Twenty-six-year-old editorial assistant Nella Rogers is tired of being the only Black employee at Wagner Books. Fed up with the isolation and microaggressions, she’s thrilled when Harlem-born and bred Hazel starts working in the cubicle beside hers. They’ve only just started comparing natural hair care regimens, though, when a string of uncomfortable events elevates Hazel to Office Darling, and Nella is left in the dust.
Then the notes begin to appear on Nella’s desk: LEAVE WAGNER. NOW.
It’s hard to believe Hazel is behind these hostile messages. But as Nella starts to spiral and obsess over the sinister forces at play, she soon realizes that there’s a lot more at stake than just her career.
A whip-smart and dynamic thriller and sly social commentary that is perfect for anyone who has ever felt manipulated, threatened, or overlooked in the workplace, The Other Black Girlwill keep you on the edge of your seat until the very last twist.
Synopsis source: Goodreads
That’s what I’d planned on doing all along. Smooth Kenny’s kinks out for a little, just long enough to make everyone happy so that everything could go back to normal.
This is a tough book for me to review. I am not and never have been a big fan of horror. I don’t watch creepy movies unless I lose a bet with HBW Hubby, and I love my HEAs. In fact, had I known that this book would end up being more horror than mystery/thriller, I don’t know if I would have read it, and I’m still unsure if I’m glad I did, purely for the creepy factor.

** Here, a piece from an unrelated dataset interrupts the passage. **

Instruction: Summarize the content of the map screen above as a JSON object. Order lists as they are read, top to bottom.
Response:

What I did like about this book is that it illustrates really well the microaggressions and white fragility people of color have to deal with and just how pervasive racism is. There was a whole scene that perfectly illustrated white fragility when Nella tried to have an honest conversation about a controversial character in a best-selling author’s new novel, like, wow. Just, wow.
I find it very interesting that the author chose to make the setting a publishing house. It’s definitely one area that is grossly underrepresented by people of color and it does a disservice to us all because it is that same myopic viewpoint that chooses what books get published and read by the masses. But I digress, back to the actual story.

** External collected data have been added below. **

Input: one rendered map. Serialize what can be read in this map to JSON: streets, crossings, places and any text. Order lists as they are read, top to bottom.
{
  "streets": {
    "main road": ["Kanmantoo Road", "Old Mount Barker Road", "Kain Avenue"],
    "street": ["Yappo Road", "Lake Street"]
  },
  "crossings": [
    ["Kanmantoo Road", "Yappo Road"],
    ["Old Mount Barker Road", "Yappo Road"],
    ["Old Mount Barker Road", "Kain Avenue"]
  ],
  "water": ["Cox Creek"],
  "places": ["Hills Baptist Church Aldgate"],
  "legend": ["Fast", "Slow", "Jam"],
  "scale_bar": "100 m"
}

I loved Nella for her struggle to both fit in and be authentic to herself, though Malaika was probably my favorite character. Her no-nonsense straight talk was my jam, but as Nella falls farther down the rabbit hole, we see less and less of her.
I wish we’d gotten more of Diana and Kenny’s POV, but as it stands, I felt like there was more of the story there that didn’t get told and I’m left debating what value their POVs added to the story. I thought the author could have given 3rd person background on them and been just as effective.

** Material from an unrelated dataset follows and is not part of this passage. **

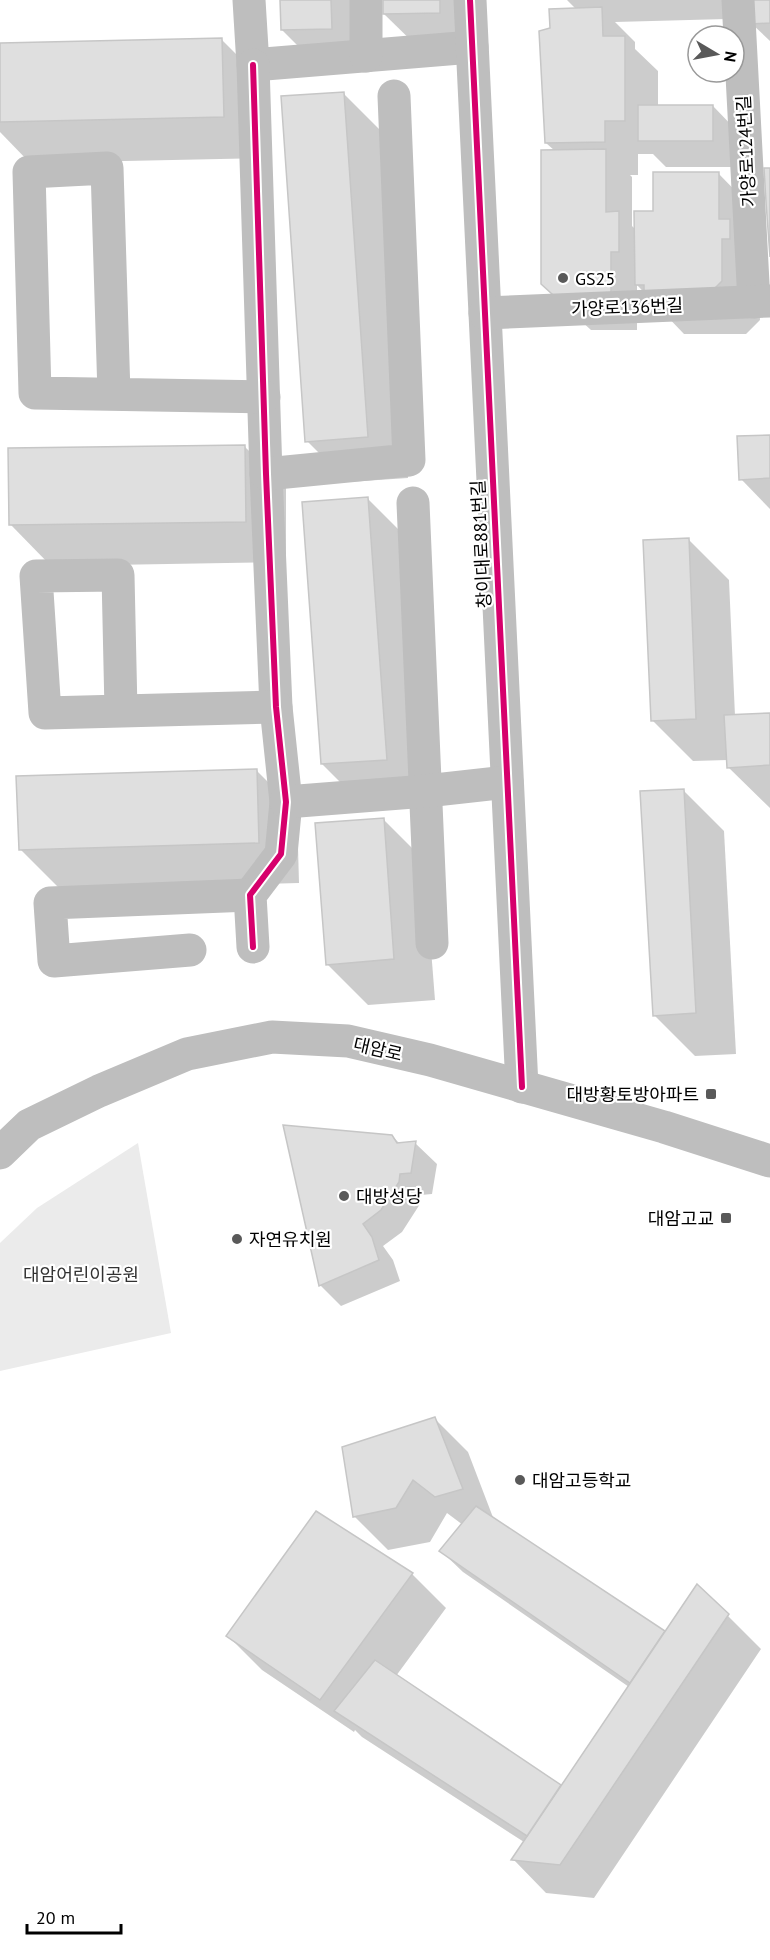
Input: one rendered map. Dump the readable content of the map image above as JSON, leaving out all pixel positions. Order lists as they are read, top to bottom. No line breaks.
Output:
{"streets":{"street":["가양로124번길","가양로136번길","창이대로881번길","대암로"]},"crossings":[["가양로124번길","가양로136번길"],["가양로136번길","창이대로881번길"],["창이대로881번길","대암로"]],"parks":["대암어린이공원"],"places":{"other":["GS25","대방성당","자연유치원","대암고등학교"],"transit":["대방황토방아파트","대암고교"]},"scale_bar":"20 m","north":"right"}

There are so many twists and turns in this book and they kept me guessing the whole way through, right up until the end. The story was a very original concept and totally gave me the Get Out meets Stepford vibes that it was touted as, but if horror isn’t your thing, you may want to reconsider this one. I just wish that certain storyline threads were tied off better with regards to Diana and Kenny.
Have you read this one? What did you think?